Thank you so much for your prayers and advice, Pawz. This is excellent. I feel better already. When I go see Amy later, I'll tell her that you're praying for her. I hope she'll hear me!


----------



## LCEvans (Mar 29, 2009)

So sorry to hear about Amy. I will pray for her and also send healing energy. My thoughts are with you and with Amy's family during this trying time.


----------



## crebel (Jan 15, 2009)

I'm so sorry to hear your news.  My thoughts and prayers are with you all for personal strength and healing.  You sound like a wonderful friend.

Chris


----------



## Jane Bled (Sep 2, 2009)

LCEvans said:


> So sorry to hear about Amy. I will pray for her and also send healing energy. My thoughts are with you and with Amy's family during this trying time.


Much appreciated, LC. I'll tell her family--they need all the support they can get. I made them dinner the other night and brought it to the hospital, but I think kind words are better food.


----------



## BlueEyedMum (Nov 26, 2009)

I'm truly sorry to hear about Amy. My thoughts and prayers will be with her, you and her family.


----------



## Jane Bled (Sep 2, 2009)

crebel said:


> I'm so sorry to hear your news. My thoughts and prayers are with you all for personal strength and healing. You sound like a wonderful friend.
> 
> Chris


I'm sorry to tell it. I wish with all my heart that it didn't happen, but it did, so I guess the only thing to do is to look forward with hope. Thank you kindly for your words, Chris.


----------



## Jane Bled (Sep 2, 2009)

BlueEyedMum said:


> I'm truly sorry to hear about Amy. My thoughts and prayers will be with her, you and her family.


Thank you, thank you. Y'all are getting me all choked up here!  But I do so appreciate the sweet thoughts. Maybe I'll print out this post and bring it to Amy's bedside tomorrow.

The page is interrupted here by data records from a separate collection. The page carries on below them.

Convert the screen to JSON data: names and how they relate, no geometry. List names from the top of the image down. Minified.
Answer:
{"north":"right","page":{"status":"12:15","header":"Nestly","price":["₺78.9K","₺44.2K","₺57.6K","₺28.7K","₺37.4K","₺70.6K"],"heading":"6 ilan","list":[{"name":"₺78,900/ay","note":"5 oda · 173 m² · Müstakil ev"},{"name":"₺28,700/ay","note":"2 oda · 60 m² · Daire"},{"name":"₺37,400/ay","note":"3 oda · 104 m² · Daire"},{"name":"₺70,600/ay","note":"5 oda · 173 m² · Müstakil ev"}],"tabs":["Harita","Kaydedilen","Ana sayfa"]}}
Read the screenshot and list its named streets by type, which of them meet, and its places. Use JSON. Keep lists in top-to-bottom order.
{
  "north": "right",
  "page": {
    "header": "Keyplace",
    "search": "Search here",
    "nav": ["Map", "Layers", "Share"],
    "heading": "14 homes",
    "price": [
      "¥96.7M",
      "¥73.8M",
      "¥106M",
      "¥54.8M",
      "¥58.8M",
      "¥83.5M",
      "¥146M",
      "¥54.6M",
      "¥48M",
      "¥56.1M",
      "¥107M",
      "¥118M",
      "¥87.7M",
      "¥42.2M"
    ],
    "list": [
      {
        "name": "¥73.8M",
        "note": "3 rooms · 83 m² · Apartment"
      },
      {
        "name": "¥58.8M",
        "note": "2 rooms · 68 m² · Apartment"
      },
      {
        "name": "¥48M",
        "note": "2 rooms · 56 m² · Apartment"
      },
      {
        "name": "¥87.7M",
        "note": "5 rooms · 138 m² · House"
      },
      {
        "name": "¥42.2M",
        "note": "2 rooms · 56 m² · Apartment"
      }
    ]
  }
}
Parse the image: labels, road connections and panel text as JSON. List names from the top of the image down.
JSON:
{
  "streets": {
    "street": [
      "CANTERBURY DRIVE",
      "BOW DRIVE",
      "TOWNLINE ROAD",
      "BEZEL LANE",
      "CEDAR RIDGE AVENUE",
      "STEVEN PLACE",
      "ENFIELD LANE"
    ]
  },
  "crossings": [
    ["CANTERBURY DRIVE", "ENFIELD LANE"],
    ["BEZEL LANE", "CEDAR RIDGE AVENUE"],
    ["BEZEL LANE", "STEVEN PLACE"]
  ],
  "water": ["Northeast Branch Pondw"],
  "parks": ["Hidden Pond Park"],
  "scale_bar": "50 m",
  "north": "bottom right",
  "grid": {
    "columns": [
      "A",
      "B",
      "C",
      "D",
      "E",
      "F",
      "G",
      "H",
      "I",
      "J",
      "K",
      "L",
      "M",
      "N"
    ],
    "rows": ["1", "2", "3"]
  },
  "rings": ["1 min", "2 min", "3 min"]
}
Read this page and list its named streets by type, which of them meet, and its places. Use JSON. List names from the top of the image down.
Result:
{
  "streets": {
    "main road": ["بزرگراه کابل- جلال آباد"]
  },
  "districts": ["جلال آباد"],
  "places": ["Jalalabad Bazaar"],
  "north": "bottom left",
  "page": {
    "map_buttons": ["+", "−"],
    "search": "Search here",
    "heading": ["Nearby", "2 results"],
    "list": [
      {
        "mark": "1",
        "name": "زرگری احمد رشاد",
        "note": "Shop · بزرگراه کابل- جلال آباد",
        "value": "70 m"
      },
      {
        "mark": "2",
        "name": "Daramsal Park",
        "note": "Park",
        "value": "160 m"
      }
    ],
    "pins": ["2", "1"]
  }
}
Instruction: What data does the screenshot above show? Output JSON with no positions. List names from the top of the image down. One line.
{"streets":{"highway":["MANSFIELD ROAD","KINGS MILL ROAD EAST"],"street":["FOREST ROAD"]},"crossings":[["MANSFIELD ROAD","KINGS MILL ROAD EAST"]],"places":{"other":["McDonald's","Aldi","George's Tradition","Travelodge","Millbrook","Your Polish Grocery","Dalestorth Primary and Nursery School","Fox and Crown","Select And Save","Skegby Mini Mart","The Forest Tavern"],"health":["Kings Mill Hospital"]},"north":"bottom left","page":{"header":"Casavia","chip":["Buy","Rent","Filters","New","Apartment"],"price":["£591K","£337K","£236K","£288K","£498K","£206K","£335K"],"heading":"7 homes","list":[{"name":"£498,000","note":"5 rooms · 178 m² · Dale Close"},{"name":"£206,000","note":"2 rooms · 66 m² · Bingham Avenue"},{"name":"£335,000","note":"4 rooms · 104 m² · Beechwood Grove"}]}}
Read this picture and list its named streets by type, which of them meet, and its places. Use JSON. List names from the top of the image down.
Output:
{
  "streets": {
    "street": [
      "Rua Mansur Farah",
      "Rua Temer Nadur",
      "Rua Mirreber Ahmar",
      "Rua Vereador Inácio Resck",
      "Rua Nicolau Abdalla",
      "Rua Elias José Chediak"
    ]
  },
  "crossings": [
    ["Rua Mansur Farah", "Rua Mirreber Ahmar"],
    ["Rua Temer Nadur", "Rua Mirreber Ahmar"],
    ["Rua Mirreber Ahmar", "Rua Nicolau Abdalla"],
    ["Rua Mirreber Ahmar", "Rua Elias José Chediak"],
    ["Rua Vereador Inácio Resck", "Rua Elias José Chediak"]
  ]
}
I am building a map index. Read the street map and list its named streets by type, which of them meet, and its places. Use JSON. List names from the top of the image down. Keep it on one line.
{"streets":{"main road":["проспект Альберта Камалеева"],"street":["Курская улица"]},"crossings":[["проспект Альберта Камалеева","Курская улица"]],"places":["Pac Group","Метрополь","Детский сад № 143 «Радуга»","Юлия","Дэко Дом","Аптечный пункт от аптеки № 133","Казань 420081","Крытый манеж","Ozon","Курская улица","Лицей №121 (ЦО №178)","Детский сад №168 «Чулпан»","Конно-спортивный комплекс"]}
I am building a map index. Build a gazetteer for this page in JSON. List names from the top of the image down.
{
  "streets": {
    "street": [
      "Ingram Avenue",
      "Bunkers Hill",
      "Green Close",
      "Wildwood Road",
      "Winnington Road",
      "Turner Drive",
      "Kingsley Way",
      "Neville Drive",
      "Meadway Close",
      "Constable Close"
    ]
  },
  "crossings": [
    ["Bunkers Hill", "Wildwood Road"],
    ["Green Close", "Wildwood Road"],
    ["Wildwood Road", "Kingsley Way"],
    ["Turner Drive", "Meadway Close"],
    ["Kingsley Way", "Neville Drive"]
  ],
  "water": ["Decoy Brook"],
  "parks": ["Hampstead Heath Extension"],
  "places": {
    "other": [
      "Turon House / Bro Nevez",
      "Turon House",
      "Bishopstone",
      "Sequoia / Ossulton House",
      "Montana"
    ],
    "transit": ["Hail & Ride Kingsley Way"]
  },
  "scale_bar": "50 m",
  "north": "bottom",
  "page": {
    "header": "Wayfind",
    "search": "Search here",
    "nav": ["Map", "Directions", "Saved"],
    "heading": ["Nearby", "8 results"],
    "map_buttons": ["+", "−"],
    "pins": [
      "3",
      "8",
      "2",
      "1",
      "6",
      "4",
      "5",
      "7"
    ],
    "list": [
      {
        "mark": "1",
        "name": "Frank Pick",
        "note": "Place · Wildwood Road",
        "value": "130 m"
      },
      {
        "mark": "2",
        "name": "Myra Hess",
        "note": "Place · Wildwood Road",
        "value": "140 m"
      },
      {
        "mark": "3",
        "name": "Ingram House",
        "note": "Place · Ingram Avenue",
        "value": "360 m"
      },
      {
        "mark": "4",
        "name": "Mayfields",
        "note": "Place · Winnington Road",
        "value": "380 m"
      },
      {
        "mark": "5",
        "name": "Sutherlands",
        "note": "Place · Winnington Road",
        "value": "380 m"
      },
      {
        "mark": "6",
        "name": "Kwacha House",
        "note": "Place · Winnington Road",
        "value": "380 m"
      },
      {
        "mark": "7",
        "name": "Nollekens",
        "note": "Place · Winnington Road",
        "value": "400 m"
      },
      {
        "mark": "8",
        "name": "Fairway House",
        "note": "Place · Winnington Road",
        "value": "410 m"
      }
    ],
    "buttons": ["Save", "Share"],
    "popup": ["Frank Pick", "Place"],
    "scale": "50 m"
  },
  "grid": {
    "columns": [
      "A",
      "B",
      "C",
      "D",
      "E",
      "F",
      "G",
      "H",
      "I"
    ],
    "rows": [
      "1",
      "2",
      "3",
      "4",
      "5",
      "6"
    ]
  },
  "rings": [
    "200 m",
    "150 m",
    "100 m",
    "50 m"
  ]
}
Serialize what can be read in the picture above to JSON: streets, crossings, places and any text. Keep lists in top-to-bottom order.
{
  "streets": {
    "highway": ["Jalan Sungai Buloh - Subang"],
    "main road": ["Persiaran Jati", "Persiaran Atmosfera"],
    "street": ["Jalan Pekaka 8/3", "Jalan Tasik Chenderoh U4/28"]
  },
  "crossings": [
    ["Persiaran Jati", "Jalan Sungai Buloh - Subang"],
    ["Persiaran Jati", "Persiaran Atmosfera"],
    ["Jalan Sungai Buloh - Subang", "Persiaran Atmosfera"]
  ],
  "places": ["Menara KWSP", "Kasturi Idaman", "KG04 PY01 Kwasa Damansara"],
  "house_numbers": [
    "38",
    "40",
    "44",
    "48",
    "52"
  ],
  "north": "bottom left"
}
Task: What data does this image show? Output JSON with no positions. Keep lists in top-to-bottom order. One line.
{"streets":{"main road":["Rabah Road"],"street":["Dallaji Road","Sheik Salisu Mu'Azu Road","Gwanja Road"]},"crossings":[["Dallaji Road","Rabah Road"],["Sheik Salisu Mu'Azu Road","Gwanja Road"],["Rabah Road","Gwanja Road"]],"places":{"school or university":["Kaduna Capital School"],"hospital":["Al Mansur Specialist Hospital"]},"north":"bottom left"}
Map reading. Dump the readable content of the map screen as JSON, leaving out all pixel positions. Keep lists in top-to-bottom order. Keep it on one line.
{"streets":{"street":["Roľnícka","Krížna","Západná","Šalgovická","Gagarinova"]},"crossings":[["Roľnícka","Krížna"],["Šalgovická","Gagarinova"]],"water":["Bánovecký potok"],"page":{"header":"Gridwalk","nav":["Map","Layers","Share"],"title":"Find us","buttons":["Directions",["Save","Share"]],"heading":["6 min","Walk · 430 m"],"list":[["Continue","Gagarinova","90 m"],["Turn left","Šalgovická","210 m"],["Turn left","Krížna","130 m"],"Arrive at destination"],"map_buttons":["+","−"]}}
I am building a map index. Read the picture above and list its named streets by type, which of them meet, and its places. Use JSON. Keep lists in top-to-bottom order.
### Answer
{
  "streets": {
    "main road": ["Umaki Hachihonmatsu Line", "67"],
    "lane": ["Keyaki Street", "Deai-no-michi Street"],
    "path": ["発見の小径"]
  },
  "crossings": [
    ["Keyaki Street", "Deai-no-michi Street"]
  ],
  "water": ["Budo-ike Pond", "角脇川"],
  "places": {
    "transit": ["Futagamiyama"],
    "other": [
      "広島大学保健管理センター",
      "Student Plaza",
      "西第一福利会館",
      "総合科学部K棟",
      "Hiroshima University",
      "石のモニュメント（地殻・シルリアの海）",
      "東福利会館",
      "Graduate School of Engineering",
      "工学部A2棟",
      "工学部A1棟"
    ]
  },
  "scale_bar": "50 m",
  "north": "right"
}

I can read it to her, and then she can know that even strangers care about her well-being.


----------



## drenee (Nov 11, 2008)

My thoughts and prayers will be with Amy, her family, and you and your family as well, during this very trying time.
deb


----------



## kevindorsey (Mar 4, 2009)

Wow, I will pray for Amy to get better


----------



## Andra (Nov 19, 2008)

Lifting up Amy and her family as well as you and your family. You are a wonderful friend to take in her furbabies. I would also make sure to spend a little time talking to them so they don't feel totally neglected. And if you have something from their house with a familiar scent, that may make them more comfortable in your house.
Kindleboards also has a prayer request thread - you may want to post briefly there as well. We keep a pretty good prayer chain going on: http://www.kboards.com/index.php/topic,7085.0.html


----------



## Anju  (Nov 8, 2008)

Definitely go to the prayer chain Andra posted, some people only go to certain threads, and we definitely want Amy to have as many positive thoughts and prayers sent to/for her.


----------



## meljackson (Nov 19, 2008)

I will definitely say a prayer for Amy, her family and you and your fiance. 

Melissa


----------



## Angela (Nov 2, 2008)

I will be praying for Amy and her family as well as you.


----------



## xianfox (Dec 7, 2009)

Amy, her family, you & your family, and even the cats are in my prayers. May the Lord stretch out his healing hand to Amy and give those around her the strength to get through this.


----------



## MichelleR (Feb 21, 2009)

My thoughts are prayers are also with you.


----------



## Atunah (Nov 20, 2008)

I will be sending many positive vibes to your best friend Amy and also to her family. 

It will mean so much to her for you to take car of her fur babies. As a cat owner I can tell you that knowing they are cared for would mean the world to me if I wasn't able to. Keep talking to her about everything and anything. Its all good energy going her way.

And please take care of yourself too, you need moments to breathe and gather.


----------



## Betsy the Quilter (Oct 27, 2008)

Jane--

Prayers for Amy, for her family, and for you.  It's a blessing to her and her family to have a friend like you.  Take care of yourself, too, so you can be there for her.

Betsy


----------



## Adele (May 30, 2009)

Jane,
  I am very sorry to hear about your friend, I have just made a prayer request on a friends facebook page - I'm sure this will generate additional supportive prayers.  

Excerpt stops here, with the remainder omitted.